Last year, NRDC filed a petition with EPA asking the agency to review the use of glyphosate (commonly known as Roundup) in light of its devastating effects on monarch butterflies and to impose restrictions on its use. After a year of inaction, we took EPA to court and the agency agreed to respond by this summer. Today, EPA responded by denying our petition to protect monarch butterflies.
EPA states that "(t)he agency at this time has not determined that glyphosate causes unreasonable adverse effects to the monarch butterfly." Really? This statement is frankly shocking given there is broad scientific consensus that the dramatic decline in monarch butterflies is due to the loss of milkweed - a native wildflower that the monarch caterpillars depend on as their only food source - as a result of the overuse of glyphosate in connection with crops that have been genetically engineered to resist the herbicide.
The use of glyphosate has skyrocketed since the EPA last approved it over 20 years ago. As a result, milkweed has been largely eliminated from the agricultural Midwest and, without sufficient amounts of milkweed, the monarch population has suffered catastrophic declines. In the last 15 years their population has dropped more than 90% from a high of a billion in the late 1990s to a mere 56.5 million this year--the second lowest count on record.
Rather than acknowledging this fact and speeding up their review of glyphosate, the EPA points to other actions it is taking to help monarchs and other pollinators as part of the White House Pollinator Task Force. Along these lines, EPA is announcing that they will release a document entitled "Risk Management Approach to Identifying Options for Protecting the Monarch Butterfly" in which the agency will solicit feedback on options for reducing the impacts of herbicides on the monarch butterfly. While this suggests that EPA recognizes the role that herbicides are playing in the decline of monarch butterflies, it is not enough for them to solicit feedback and proceed at their regular slow pace in reviewing glyphosate. Given the dire condition that the monarch population is in, and the scientific consensus that glyphosate is destroying monarch habitat, more immediate and meaningful action is needed.
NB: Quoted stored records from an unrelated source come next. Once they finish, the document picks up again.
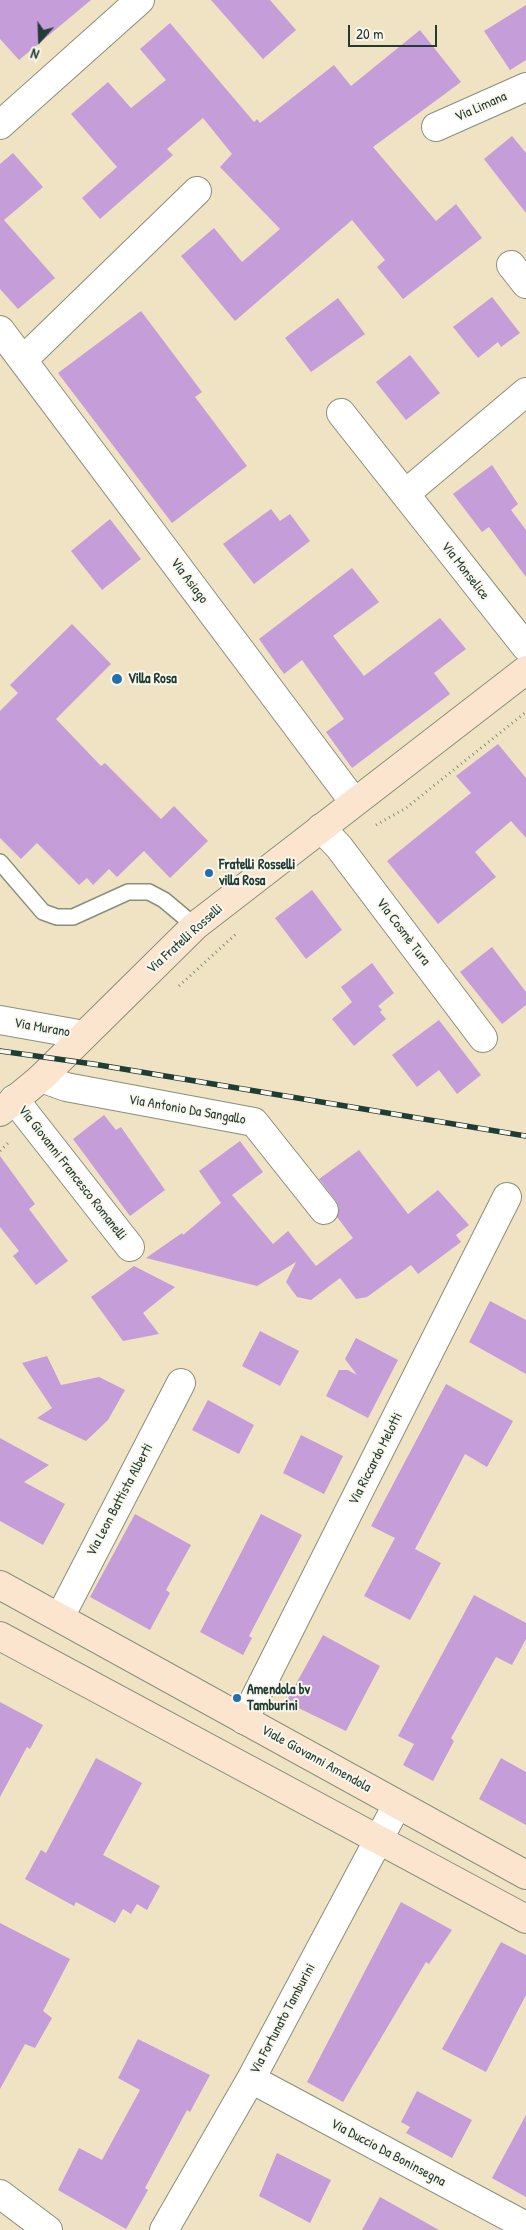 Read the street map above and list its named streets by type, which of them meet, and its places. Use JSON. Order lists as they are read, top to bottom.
{
  "streets": {
    "main road": ["Via Fratelli Rosselli", "Viale Giovanni Amendola"],
    "street": [
      "Via Limana",
      "Via Monselice",
      "Via Asiago",
      "Via Cosmè Tura",
      "Via Murano",
      "Via Antonio Da Sangallo",
      "Via Giovanni Francesco Romanelli",
      "Via Riccardo Melotti",
      "Via Leon Battista Alberti",
      "Via Fortunato Tamburini",
      "Via Duccio Da Boninsegna"
    ]
  },
  "crossings": [
    ["Via Asiago", "Via Fratelli Rosselli"],
    ["Via Cosmè Tura", "Via Fratelli Rosselli"],
    ["Via Fratelli Rosselli", "Via Murano"],
    ["Via Fratelli Rosselli", "Via Antonio Da Sangallo"],
    ["Via Fratelli Rosselli", "Via Giovanni Francesco Romanelli"],
    ["Via Riccardo Melotti", "Viale Giovanni Amendola"],
    ["Via Leon Battista Alberti", "Viale Giovanni Amendola"],
    ["Viale Giovanni Amendola", "Via Fortunato Tamburini"],
    ["Via Fortunato Tamburini", "Via Duccio Da Boninsegna"]
  ],
  "places": ["Villa Rosa", "Fratelli Rosselli villa Rosa", "Amendola bv Tamburini"],
  "scale_bar": "20 m",
  "north": "bottom"
}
Ironically, EPA states, "if at any time EPA determines there are urgent human health risks and/or environmental risks from pesticide exposures that require prompt attention, the agency will take appropriate regulatory action." Just a couple of months ago the International Agency for Research on Cancer (IARC) concluded that glyphosate is a probable human carcinogen - a finding that came out just weeks before EPA approved the expanded use of another glyphosate pesticide combination, Enlist Duo - a decision that we are challenging in court. If a loss of over 90% of monarch butterflies in North America and a finding that glyphosate is a probable carcinogen aren't enough to require prompt attention, I don't know what is!
Unfortunately, EPA's decision to deny our petition is representative of the agency's own denial that pesticides are a big part of the problem facing our pollinators. While the White House Pollinator Task Force committed to providing additional habitat for monarchs and other pollinators, the EPA has largely refused to address the role that pesticides play in pollinator decline. We will be evaluating our own options and following the EPA's actions closely as they solicit feedback on their "options" for protecting monarch butterflies. However the answer is already clear: EPA must use its authority to require significant reductions in the use of toxic herbicides that are destroying the monarch population.